Hodes also announced current FY 2023 grant pay lines. For general applications reviewed by the Center for Scientific Review (CSR) and requesting less than $500,000 (direct costs) in any one year, pay lines are 15% for most regular research applications, 18% for new investigator applications, and 20% for early-stage investigator applications. For CSR-reviewed applications seeking $500,000 or more, pay lines are 12% for most regular research applications, 15% for new investigator applications, and 17% for early-stage investigator applications. Pay lines are higher for applications focused on Alzheimer’s and related dementias: 25% for most regular research applications, 28% for new investigator applications, and 30% for early-stage investigator applications.
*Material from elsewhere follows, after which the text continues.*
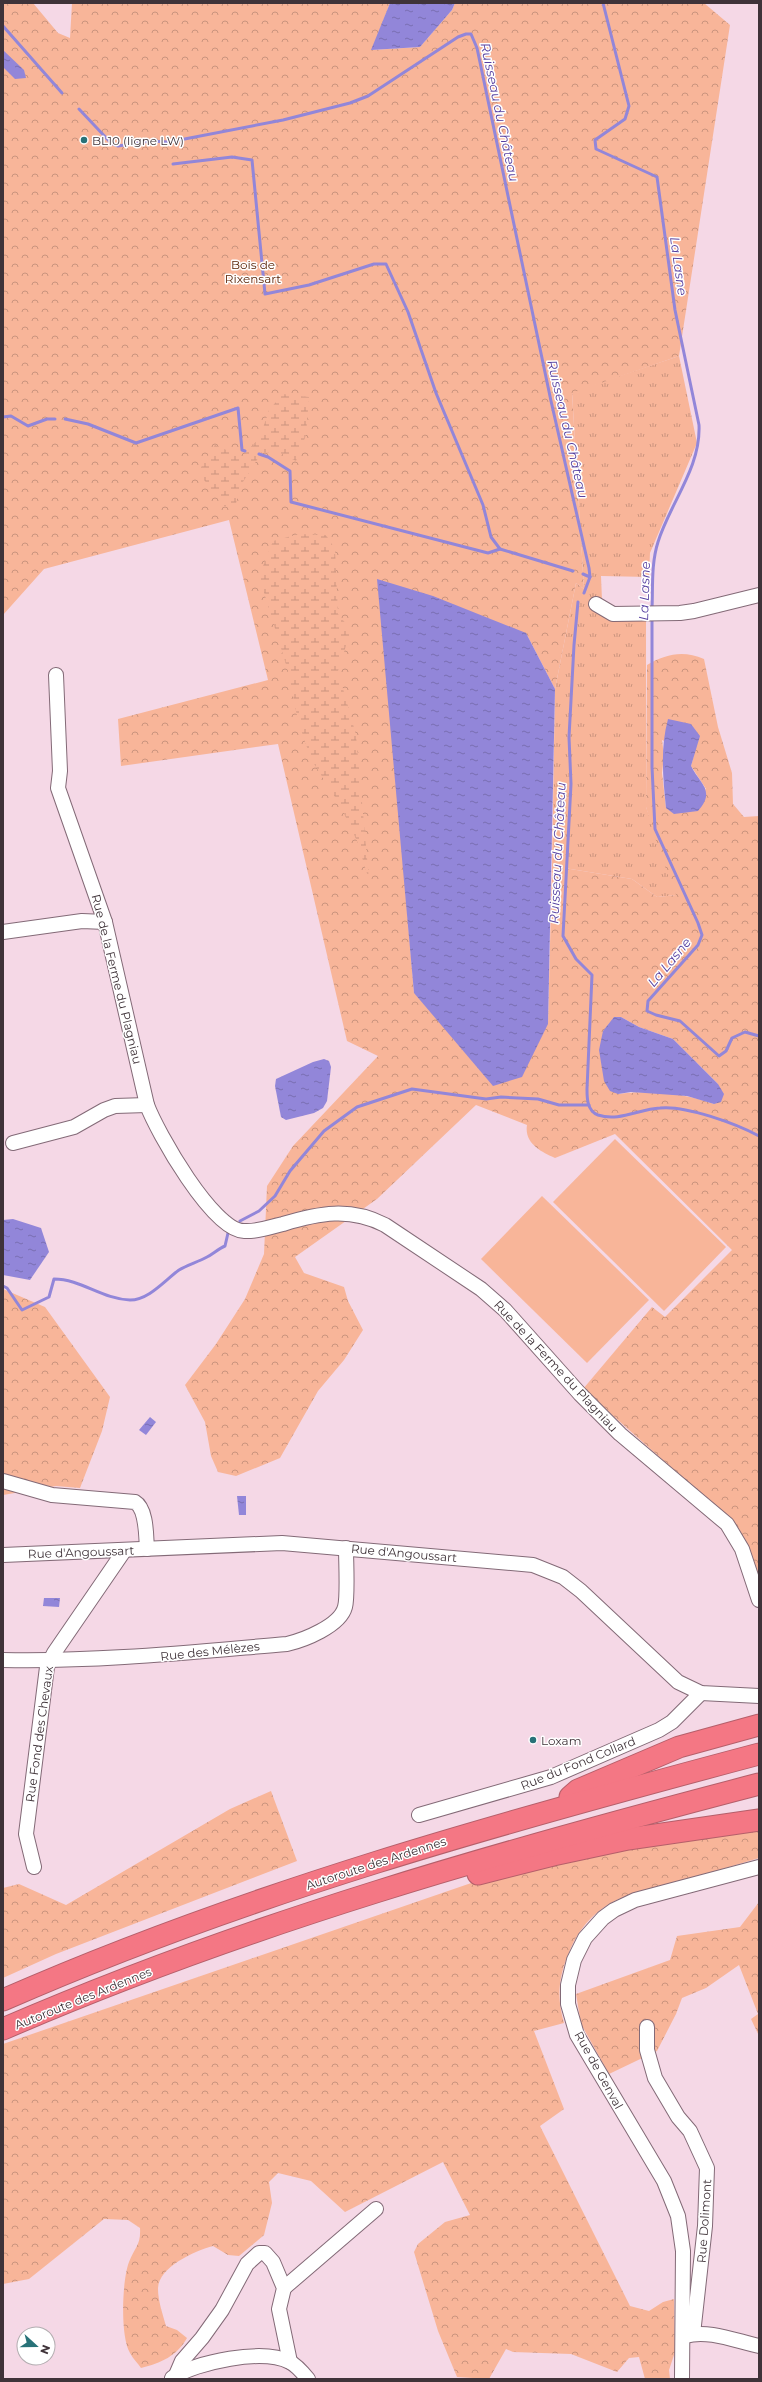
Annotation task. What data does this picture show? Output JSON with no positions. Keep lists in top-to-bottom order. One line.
{"streets":{"highway":["Autoroute des Ardennes"],"street":["Rue de la Ferme du Plagniau","Rue d'Angoussart","Rue des Mélèzes","Rue Fond des Chevaux","Rue du Fond Collard","Rue de Genval","Rue Dolimont"]},"crossings":[["Rue d'Angoussart","Rue des Mélèzes"],["Rue d'Angoussart","Rue Fond des Chevaux"],["Rue d'Angoussart","Rue du Fond Collard"],["Rue des Mélèzes","Rue Fond des Chevaux"],["Rue de Genval","Rue Dolimont"]],"water":["Ruisseau du Château","La Lasne"],"parks":["Bois de Rixensart"],"places":["BL10 (ligne LW)","Loxam"],"north":"right"}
For NIA-reviewed applications, the impact scores for general pay lines are 15 for program projects, 15 for other NIA-reviewed research, 21 for career development awards, and 30 for fellowship awards. The corresponding Alzheimer’s and related dementias pay lines are 30, 30, 35, and 40, respectively.

Alzheimer’s and Related Dementias Clinical Trials

Hodes reported that 459 NIA-funded clinical trials targeting Alzheimer’s and related dementias are currently active, 66 of these trials are evaluating pharmacological treatments for Alzheimer’s and related dementias, and 152 are evaluating nonpharmacological treatments. Further, 210 trials are focused on interventions for dementia care and caregiving; 22 on diagnostic tools, assessments, and imaging; and nine on treatments for neuropsychiatric symptoms. Although 57.1% of phase II/III and phase III clinical trials for pharmacological treatments target amyloid accumulation, only 13.5% of current phase I and phase II clinical trials do, reflecting NIA researchers’ evolving understanding of the heterogeneity of the Alzheimer’s and related dementias disease process. Clinical trials for nonpharmacological treatments are also testing a variety of interventions focused primarily on exercise, neurostimulation, cognitive training, and sleep.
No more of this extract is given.